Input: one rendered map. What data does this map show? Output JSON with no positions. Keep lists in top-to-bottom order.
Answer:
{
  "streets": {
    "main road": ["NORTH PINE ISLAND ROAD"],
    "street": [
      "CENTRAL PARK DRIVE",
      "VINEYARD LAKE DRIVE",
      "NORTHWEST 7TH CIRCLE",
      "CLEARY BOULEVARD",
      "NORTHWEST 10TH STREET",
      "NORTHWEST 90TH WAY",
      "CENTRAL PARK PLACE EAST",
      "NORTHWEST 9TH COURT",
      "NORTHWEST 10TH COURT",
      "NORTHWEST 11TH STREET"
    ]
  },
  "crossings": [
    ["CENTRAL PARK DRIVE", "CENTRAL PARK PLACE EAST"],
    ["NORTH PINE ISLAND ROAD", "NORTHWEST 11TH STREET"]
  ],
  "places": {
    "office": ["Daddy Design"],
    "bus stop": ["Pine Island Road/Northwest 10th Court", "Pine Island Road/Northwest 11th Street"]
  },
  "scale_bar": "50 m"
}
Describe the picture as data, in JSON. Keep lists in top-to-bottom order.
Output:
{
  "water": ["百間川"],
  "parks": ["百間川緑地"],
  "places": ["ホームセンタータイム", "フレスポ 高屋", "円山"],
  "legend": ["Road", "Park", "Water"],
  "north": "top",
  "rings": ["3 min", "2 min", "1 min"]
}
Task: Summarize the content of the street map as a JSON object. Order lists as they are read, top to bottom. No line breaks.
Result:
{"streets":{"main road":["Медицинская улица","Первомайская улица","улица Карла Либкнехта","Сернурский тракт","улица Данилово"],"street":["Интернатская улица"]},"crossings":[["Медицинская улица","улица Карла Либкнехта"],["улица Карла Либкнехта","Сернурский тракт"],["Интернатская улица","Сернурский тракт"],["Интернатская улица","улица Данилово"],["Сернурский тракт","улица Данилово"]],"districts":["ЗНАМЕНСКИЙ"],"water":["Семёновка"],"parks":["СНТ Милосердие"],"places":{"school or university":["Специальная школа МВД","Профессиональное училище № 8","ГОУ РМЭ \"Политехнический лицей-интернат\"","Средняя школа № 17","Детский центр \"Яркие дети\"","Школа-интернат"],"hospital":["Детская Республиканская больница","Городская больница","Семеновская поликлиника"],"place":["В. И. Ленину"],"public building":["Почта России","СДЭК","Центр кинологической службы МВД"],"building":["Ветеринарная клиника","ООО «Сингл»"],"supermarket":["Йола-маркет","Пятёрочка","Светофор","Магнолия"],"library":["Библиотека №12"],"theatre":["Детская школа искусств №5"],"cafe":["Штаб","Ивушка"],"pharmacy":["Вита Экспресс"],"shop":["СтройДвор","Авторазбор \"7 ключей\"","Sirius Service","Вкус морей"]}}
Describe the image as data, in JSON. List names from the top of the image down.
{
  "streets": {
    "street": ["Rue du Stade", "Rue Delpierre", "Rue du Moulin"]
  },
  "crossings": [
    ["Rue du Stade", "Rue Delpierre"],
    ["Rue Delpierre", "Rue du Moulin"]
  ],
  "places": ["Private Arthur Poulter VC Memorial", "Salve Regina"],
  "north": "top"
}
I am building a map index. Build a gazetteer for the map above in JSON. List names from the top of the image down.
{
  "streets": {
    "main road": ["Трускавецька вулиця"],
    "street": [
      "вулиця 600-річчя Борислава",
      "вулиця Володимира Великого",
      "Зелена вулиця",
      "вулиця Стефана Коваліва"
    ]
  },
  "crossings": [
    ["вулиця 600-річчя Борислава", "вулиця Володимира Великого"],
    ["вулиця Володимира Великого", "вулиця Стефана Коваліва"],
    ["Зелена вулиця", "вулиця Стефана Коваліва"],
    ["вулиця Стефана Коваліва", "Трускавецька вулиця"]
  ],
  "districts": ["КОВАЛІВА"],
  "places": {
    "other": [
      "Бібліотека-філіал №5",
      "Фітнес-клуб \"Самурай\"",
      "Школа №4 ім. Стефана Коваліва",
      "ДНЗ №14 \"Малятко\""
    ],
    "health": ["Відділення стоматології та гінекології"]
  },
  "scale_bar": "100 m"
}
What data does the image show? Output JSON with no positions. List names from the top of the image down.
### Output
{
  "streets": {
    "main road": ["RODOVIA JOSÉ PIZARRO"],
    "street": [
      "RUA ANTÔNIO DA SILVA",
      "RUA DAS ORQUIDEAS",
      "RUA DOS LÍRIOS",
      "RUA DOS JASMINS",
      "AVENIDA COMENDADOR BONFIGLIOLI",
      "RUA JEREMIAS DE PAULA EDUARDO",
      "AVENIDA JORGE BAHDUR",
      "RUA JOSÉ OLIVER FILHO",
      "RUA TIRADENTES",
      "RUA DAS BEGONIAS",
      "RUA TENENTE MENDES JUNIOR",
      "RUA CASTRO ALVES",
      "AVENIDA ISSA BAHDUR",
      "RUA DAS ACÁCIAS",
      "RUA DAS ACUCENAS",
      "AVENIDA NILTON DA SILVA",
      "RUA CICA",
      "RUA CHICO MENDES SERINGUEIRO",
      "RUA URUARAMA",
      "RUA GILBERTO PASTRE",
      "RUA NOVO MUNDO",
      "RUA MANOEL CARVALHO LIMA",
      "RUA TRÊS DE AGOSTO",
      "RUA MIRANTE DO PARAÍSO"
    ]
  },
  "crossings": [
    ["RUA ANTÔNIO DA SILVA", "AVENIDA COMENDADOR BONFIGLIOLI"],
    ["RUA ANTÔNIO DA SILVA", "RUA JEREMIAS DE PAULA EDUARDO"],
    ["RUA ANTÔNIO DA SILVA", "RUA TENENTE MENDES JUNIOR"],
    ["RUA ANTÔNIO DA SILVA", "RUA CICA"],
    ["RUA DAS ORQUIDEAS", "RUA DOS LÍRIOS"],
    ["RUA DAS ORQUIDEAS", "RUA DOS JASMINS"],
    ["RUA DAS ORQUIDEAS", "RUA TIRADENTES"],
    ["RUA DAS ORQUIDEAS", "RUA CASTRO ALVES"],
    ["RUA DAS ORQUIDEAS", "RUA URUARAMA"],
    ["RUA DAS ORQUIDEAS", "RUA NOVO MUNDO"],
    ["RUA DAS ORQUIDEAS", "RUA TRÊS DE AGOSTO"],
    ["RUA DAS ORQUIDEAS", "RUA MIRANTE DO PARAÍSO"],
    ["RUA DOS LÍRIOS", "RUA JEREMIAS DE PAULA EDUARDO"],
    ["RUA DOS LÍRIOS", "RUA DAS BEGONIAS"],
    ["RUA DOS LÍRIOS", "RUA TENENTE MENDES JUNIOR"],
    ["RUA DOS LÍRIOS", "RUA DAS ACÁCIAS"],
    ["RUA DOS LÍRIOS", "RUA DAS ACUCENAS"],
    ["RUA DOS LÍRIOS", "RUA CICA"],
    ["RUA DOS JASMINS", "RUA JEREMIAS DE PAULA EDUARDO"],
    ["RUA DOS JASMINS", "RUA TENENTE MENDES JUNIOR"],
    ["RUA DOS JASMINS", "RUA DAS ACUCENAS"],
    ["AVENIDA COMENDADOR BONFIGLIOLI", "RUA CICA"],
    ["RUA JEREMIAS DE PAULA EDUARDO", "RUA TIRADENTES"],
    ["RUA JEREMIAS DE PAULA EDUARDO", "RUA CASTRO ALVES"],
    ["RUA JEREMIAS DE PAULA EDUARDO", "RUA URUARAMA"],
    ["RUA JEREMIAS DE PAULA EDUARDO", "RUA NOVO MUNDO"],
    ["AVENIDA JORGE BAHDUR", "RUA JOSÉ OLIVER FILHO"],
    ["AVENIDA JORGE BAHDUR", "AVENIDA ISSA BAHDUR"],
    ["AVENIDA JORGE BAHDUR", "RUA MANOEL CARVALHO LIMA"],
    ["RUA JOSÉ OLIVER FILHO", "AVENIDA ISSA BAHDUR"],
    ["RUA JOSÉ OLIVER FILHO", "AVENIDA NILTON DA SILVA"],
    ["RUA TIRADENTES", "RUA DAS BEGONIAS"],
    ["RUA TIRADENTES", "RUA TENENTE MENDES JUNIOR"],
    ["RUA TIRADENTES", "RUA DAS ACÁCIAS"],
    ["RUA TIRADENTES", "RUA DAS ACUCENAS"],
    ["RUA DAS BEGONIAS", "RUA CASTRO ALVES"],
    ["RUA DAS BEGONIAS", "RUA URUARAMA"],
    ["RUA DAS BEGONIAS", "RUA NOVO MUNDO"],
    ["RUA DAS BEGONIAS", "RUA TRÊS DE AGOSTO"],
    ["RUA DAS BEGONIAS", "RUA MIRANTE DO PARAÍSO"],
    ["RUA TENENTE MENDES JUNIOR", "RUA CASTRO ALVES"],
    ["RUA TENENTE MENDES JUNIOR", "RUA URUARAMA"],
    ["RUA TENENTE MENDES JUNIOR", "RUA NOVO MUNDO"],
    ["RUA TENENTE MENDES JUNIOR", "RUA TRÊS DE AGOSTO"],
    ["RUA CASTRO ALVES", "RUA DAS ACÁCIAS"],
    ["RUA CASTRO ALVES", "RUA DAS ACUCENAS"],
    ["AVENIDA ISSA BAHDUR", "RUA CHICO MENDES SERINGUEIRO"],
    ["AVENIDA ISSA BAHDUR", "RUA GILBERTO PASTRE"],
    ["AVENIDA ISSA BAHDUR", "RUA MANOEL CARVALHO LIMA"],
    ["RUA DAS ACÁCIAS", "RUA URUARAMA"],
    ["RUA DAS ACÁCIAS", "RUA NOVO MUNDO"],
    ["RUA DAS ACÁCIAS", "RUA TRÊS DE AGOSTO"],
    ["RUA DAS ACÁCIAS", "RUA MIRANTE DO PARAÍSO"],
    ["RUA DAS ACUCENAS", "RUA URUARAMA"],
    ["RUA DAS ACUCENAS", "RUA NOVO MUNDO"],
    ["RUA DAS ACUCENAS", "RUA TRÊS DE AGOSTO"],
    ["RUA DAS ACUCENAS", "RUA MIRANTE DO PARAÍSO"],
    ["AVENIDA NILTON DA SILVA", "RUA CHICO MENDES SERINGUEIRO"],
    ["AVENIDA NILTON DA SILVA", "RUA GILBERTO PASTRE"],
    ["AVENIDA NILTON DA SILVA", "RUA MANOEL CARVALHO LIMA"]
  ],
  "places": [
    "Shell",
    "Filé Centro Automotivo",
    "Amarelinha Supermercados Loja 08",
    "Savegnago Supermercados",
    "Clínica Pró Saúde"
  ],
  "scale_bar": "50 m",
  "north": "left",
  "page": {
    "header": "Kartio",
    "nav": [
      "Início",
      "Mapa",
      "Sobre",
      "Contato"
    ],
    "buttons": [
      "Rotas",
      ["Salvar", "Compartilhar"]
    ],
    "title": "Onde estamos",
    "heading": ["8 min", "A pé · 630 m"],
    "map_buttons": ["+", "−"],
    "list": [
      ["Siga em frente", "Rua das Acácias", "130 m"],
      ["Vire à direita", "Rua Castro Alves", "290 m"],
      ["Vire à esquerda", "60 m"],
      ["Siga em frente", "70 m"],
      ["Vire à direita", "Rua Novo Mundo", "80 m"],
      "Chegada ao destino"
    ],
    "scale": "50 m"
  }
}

> [YOUR INSTRUCTIONS] Search the listing above for "parks" and copy every line that holds it.

> [TASK RESULT]
  "parks": ["百間川緑地"],
{"streets":{"main road":["Медицинская улица","Первомайская улица","улица Карла Либкнехта","Сернурский тракт","улица Данилово"],"street":["Интернатская улица"]},"crossings":[["Медицинская улица","улица Карла Либкнехта"],["улица Карла Либкнехта","Сернурский тракт"],["Интернатская улица","Сернурский тракт"],["Интернатская улица","улица Данилово"],["Сернурский тракт","улица Данилово"]],"districts":["ЗНАМЕНСКИЙ"],"water":["Семёновка"],"parks":["СНТ Милосердие"],"places":{"school or university":["Специальная школа МВД","Профессиональное училище № 8","ГОУ РМЭ \"Политехнический лицей-интернат\"","Средняя школа № 17","Детский центр \"Яркие дети\"","Школа-интернат"],"hospital":["Детская Республиканская больница","Городская больница","Семеновская поликлиника"],"place":["В. И. Ленину"],"public building":["Почта России","СДЭК","Центр кинологической службы МВД"],"building":["Ветеринарная клиника","ООО «Сингл»"],"supermarket":["Йола-маркет","Пятёрочка","Светофор","Магнолия"],"library":["Библиотека №12"],"theatre":["Детская школа искусств №5"],"cafe":["Штаб","Ивушка"],"pharmacy":["Вита Экспресс"],"shop":["СтройДвор","Авторазбор \"7 ключей\"","Sirius Service","Вкус морей"]}}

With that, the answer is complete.